About this task » Whichever lines include the word "culture", copy them as they appear in the data.

Material shown »
>>>
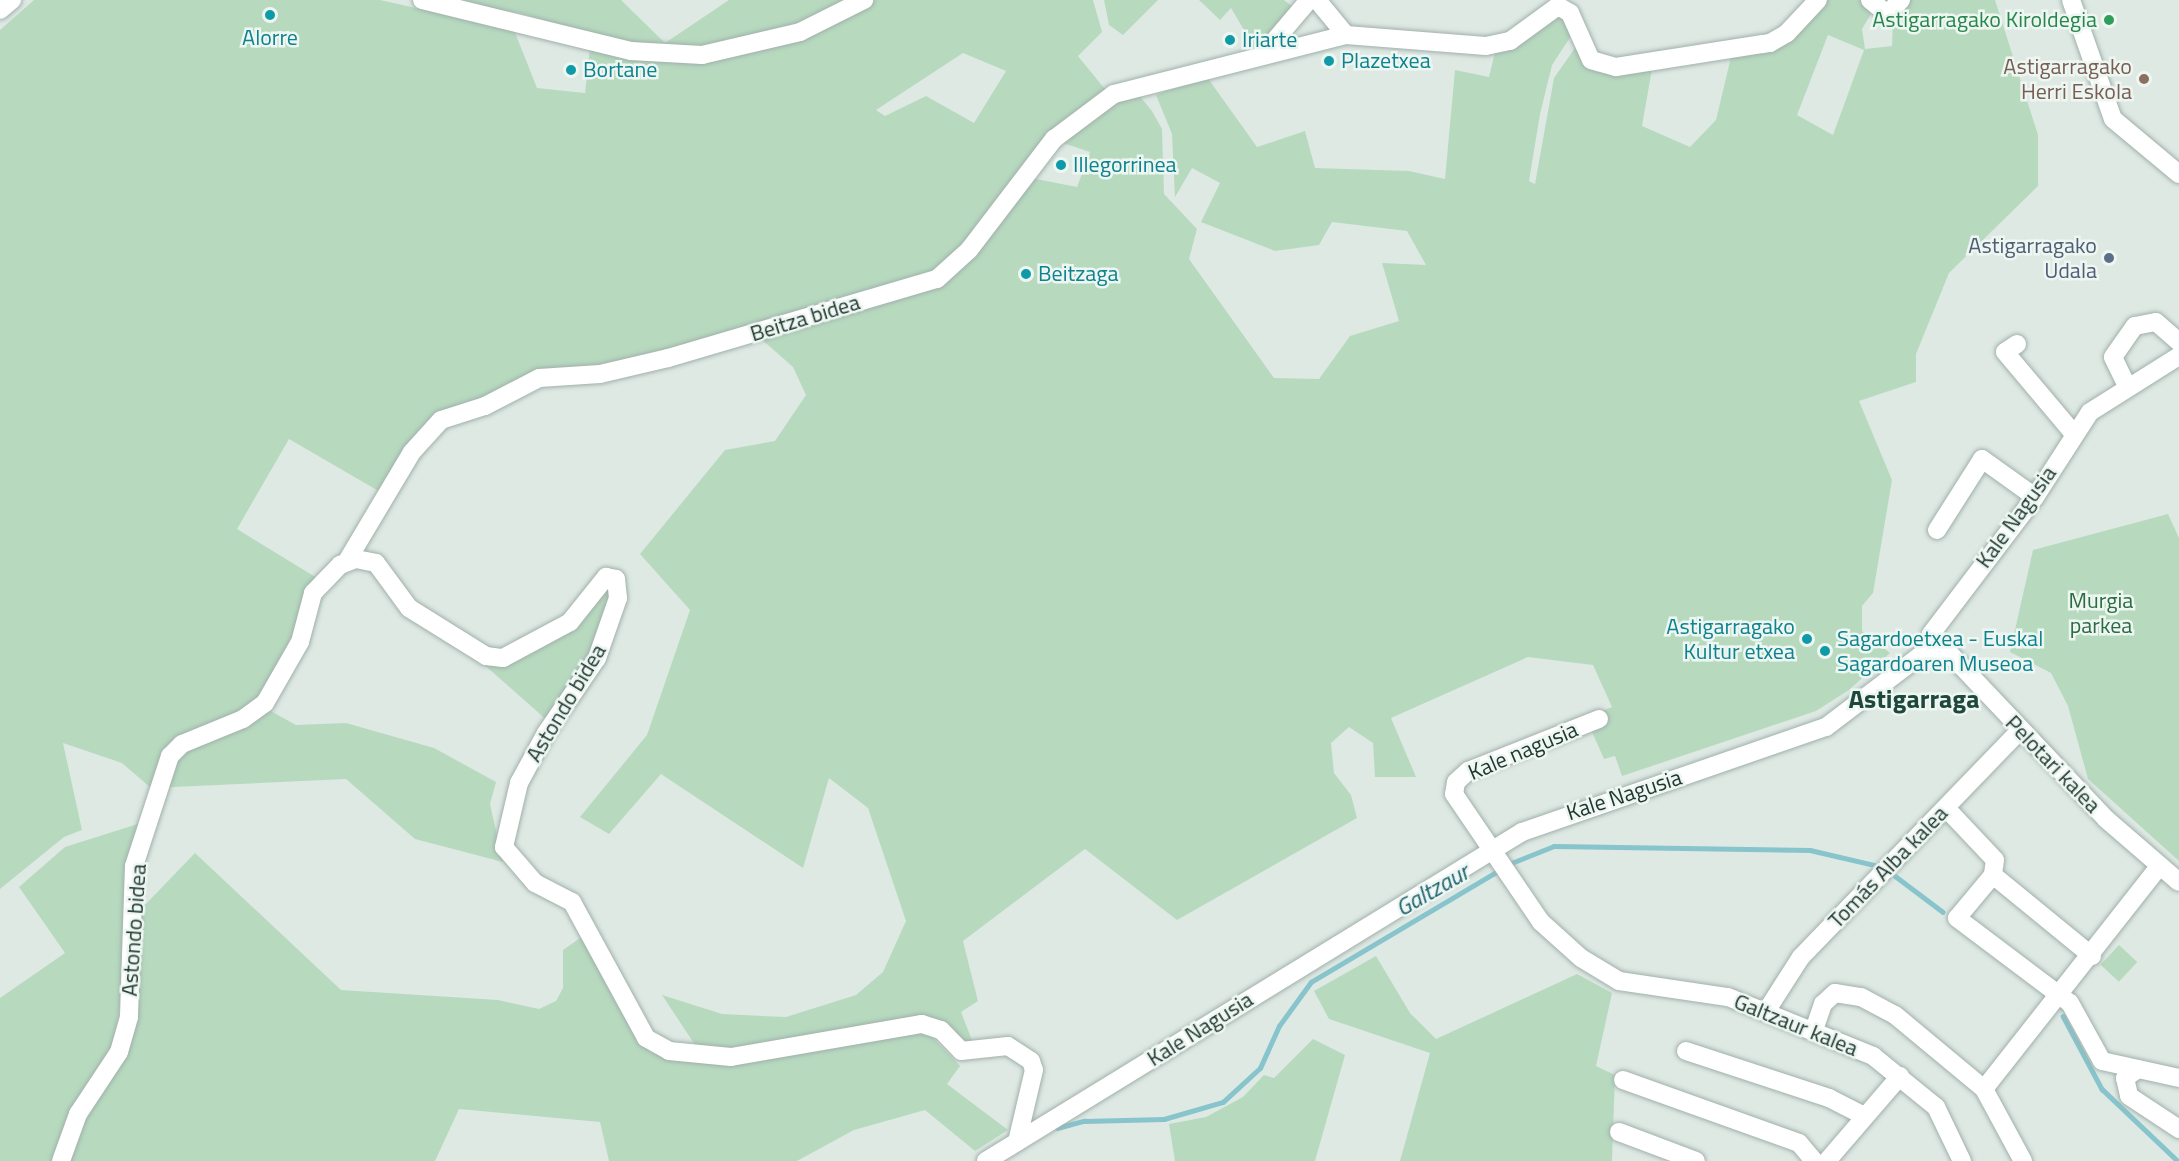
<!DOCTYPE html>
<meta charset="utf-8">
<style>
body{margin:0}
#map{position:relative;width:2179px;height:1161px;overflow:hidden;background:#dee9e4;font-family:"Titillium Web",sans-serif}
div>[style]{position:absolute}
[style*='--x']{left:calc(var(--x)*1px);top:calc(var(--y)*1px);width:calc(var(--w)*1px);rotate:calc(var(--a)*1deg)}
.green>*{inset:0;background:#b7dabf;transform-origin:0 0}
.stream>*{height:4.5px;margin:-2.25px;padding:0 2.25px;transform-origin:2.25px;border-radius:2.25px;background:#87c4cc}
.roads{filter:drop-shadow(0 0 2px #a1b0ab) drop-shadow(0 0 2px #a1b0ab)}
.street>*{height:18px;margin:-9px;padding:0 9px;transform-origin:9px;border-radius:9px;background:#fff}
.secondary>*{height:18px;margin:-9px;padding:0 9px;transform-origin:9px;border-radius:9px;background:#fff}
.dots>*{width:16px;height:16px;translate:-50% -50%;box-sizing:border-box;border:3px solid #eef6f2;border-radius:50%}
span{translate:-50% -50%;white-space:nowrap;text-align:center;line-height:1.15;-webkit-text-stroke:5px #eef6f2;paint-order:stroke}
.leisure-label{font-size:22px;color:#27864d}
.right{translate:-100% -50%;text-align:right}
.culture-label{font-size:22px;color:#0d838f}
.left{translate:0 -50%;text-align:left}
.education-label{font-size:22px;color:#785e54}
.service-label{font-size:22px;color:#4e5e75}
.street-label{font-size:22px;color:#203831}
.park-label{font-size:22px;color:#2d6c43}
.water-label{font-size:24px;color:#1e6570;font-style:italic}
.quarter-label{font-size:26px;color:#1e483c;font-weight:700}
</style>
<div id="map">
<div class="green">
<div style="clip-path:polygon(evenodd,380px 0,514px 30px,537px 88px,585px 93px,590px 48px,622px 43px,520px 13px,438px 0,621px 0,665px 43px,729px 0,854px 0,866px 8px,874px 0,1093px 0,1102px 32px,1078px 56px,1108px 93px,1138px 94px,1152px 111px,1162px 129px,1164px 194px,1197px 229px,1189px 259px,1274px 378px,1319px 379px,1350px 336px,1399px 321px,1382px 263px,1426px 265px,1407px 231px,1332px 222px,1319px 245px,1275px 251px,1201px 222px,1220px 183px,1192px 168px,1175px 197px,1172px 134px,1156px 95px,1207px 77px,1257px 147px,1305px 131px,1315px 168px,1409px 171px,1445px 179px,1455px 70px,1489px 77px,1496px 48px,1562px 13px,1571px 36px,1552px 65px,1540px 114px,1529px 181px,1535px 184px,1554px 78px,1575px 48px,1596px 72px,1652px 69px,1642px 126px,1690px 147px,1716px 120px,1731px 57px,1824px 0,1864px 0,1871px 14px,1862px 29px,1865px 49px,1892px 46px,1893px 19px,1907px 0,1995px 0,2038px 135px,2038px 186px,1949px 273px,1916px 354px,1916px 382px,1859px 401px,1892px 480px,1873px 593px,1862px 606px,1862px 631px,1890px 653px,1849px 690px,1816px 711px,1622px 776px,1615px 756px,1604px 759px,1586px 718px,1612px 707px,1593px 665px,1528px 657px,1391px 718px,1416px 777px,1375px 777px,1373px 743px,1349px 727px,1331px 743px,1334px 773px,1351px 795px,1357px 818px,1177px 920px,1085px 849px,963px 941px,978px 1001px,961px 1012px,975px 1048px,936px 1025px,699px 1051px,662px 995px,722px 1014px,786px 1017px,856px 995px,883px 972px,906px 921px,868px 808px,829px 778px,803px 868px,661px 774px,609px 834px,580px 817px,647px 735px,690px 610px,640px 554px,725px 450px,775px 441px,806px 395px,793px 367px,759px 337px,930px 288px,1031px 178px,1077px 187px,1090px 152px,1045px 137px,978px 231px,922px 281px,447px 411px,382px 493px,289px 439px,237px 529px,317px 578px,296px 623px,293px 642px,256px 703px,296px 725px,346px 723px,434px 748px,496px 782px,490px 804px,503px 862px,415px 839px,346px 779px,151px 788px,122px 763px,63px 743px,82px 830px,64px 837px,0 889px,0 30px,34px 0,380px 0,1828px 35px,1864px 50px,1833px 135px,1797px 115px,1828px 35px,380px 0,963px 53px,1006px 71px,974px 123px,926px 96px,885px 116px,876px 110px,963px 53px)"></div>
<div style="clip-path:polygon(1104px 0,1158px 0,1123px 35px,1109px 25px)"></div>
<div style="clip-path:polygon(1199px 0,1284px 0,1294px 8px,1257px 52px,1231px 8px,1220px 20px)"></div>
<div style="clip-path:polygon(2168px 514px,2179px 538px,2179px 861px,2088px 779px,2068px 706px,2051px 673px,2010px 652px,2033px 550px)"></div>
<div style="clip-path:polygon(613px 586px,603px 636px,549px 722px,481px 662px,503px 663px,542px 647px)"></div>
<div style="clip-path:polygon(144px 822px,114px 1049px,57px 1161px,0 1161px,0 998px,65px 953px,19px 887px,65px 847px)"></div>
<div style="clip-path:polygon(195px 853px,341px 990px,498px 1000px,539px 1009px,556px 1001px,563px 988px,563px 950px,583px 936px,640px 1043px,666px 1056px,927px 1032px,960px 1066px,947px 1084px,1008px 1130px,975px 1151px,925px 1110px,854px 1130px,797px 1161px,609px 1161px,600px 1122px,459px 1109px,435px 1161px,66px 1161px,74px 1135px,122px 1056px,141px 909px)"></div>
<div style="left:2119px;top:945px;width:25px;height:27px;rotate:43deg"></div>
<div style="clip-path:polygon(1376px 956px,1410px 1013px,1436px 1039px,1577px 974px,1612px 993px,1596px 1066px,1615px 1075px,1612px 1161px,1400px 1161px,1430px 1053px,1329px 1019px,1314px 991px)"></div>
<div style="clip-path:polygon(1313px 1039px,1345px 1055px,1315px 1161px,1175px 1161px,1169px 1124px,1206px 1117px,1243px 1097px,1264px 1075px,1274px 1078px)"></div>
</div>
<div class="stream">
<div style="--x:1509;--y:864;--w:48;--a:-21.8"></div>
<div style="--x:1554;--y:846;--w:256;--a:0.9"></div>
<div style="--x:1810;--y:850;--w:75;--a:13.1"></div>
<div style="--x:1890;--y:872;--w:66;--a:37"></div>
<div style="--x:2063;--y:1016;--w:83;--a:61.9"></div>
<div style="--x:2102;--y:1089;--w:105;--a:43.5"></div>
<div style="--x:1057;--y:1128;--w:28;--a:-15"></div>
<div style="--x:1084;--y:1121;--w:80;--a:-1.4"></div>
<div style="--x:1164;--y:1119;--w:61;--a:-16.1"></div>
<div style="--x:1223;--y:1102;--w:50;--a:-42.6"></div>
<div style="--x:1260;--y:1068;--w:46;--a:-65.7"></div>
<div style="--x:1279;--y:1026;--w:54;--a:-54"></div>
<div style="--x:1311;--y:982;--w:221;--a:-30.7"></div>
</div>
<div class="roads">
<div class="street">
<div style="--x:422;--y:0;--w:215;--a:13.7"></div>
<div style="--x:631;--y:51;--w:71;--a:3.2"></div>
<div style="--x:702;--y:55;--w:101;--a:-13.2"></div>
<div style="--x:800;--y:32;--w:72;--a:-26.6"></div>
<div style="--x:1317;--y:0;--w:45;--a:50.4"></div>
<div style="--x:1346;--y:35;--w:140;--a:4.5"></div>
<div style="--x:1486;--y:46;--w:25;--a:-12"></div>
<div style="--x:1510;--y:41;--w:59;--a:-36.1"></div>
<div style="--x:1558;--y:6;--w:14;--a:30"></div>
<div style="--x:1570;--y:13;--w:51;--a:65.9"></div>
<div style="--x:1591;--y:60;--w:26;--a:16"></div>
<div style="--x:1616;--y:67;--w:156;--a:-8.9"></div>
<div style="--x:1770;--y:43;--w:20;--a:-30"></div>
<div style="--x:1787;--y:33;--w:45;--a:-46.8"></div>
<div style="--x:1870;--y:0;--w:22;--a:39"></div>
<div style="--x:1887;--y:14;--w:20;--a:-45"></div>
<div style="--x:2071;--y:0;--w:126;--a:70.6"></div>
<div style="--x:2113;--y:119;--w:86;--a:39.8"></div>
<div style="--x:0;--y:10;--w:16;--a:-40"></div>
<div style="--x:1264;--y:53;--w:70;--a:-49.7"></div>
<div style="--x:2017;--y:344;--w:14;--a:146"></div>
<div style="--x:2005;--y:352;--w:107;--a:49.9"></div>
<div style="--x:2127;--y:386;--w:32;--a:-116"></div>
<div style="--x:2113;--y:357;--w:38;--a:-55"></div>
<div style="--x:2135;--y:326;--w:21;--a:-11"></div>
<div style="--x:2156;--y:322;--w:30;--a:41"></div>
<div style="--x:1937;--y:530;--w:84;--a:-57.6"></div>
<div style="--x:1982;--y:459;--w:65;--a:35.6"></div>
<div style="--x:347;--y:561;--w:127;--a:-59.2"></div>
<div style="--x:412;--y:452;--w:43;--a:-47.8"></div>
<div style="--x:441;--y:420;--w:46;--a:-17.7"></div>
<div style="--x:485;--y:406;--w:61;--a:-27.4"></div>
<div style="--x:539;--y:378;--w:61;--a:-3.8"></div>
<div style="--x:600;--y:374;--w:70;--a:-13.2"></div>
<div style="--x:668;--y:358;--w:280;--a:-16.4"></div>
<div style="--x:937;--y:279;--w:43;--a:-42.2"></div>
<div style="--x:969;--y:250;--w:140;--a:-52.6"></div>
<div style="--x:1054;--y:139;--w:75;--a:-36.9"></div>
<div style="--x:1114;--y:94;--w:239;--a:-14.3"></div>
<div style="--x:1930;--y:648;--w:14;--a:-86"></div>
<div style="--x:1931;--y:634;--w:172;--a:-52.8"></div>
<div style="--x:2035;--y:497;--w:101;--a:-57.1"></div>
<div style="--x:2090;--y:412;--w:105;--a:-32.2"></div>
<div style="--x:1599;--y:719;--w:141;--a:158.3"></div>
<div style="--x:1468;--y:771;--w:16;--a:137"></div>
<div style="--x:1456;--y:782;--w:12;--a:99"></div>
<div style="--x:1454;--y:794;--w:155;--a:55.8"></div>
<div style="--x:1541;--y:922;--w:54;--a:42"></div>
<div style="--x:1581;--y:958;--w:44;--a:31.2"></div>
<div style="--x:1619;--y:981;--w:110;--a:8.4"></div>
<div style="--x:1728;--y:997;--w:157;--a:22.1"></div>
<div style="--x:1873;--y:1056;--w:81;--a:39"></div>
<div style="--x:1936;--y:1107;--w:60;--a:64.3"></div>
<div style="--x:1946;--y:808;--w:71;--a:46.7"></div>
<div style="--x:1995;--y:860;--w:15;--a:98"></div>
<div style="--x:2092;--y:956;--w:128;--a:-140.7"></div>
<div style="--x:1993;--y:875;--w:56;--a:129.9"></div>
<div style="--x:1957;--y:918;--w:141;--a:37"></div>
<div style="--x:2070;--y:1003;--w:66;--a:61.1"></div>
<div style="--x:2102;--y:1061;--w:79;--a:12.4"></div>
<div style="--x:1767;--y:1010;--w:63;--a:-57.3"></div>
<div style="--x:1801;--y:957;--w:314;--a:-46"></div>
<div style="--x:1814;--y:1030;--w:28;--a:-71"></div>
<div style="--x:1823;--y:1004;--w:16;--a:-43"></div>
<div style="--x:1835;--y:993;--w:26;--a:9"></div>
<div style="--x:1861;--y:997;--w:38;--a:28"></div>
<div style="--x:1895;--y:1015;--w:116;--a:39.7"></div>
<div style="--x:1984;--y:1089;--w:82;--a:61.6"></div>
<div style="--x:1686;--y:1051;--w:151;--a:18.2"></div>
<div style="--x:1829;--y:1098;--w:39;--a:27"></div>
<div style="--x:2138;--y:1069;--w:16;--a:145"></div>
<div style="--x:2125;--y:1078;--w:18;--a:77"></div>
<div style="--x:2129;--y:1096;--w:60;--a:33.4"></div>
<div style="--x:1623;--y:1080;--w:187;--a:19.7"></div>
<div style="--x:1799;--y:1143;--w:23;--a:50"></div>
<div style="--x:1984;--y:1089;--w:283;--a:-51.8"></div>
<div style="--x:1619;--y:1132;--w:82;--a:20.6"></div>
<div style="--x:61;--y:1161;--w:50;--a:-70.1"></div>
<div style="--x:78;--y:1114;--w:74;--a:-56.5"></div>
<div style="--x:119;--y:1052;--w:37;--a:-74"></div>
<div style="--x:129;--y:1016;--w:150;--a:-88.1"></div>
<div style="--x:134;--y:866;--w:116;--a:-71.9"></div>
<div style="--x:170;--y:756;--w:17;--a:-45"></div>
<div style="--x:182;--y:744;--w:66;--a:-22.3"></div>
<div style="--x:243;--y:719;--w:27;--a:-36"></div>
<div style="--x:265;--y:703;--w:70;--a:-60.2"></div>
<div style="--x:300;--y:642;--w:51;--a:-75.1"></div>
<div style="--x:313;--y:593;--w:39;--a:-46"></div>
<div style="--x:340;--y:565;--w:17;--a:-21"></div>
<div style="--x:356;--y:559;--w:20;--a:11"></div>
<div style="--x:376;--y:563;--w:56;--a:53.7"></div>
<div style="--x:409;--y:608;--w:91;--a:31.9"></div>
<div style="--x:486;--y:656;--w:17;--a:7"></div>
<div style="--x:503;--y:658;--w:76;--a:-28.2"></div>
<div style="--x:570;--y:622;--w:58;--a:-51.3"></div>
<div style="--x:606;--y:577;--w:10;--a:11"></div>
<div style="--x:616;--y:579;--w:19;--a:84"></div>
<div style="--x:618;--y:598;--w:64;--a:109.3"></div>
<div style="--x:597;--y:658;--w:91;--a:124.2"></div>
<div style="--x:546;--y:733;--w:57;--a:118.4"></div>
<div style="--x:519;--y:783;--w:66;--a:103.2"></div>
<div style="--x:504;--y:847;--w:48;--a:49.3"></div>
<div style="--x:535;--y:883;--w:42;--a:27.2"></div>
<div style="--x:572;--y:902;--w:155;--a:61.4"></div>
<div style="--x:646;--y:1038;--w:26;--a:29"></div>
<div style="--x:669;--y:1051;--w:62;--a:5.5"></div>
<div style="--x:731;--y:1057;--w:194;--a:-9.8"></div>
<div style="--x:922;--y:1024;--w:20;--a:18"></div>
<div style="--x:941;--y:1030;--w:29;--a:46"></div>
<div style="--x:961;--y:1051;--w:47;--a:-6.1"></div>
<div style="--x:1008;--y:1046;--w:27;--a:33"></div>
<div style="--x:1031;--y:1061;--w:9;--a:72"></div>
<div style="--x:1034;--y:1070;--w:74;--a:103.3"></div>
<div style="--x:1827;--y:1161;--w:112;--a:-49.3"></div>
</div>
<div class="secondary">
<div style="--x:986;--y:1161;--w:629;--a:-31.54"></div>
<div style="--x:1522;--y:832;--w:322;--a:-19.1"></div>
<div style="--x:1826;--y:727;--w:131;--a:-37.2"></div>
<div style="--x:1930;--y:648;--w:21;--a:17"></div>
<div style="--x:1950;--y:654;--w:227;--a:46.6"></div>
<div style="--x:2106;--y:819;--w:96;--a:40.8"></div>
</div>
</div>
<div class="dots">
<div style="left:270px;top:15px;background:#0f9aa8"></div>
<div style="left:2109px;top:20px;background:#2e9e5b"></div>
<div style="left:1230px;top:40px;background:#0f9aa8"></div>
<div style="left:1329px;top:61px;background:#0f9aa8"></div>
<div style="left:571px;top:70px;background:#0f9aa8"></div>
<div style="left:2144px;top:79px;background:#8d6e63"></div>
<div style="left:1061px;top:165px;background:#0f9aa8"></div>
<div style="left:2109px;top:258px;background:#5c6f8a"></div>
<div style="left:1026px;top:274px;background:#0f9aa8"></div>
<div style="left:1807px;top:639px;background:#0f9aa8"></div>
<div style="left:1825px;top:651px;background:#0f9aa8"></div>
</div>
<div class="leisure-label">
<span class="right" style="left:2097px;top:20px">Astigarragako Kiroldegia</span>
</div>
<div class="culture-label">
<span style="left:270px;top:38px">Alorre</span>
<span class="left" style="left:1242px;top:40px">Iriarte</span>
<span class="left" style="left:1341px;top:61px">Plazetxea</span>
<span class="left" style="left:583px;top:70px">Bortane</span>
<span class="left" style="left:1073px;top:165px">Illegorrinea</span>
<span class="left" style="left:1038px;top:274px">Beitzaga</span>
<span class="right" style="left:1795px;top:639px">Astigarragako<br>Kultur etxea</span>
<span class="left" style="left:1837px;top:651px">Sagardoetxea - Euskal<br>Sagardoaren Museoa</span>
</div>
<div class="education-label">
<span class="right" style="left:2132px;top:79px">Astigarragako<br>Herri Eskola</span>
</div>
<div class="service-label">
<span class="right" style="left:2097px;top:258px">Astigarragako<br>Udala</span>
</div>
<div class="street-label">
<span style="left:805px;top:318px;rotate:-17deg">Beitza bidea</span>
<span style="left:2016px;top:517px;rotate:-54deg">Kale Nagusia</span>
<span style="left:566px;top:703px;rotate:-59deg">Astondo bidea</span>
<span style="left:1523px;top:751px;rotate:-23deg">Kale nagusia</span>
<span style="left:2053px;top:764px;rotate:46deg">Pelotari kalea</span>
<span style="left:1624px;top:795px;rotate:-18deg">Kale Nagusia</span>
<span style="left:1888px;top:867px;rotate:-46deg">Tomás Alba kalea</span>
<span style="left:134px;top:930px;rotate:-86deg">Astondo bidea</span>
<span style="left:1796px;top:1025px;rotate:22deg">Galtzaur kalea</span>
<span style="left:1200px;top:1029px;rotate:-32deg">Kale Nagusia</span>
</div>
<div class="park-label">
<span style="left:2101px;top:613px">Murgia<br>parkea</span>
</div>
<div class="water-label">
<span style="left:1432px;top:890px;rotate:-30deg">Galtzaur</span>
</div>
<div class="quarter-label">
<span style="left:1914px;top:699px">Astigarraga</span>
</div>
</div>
<<<
Exercise result »
.culture-label{font-size:22px;color:#0d838f}
<div class="culture-label">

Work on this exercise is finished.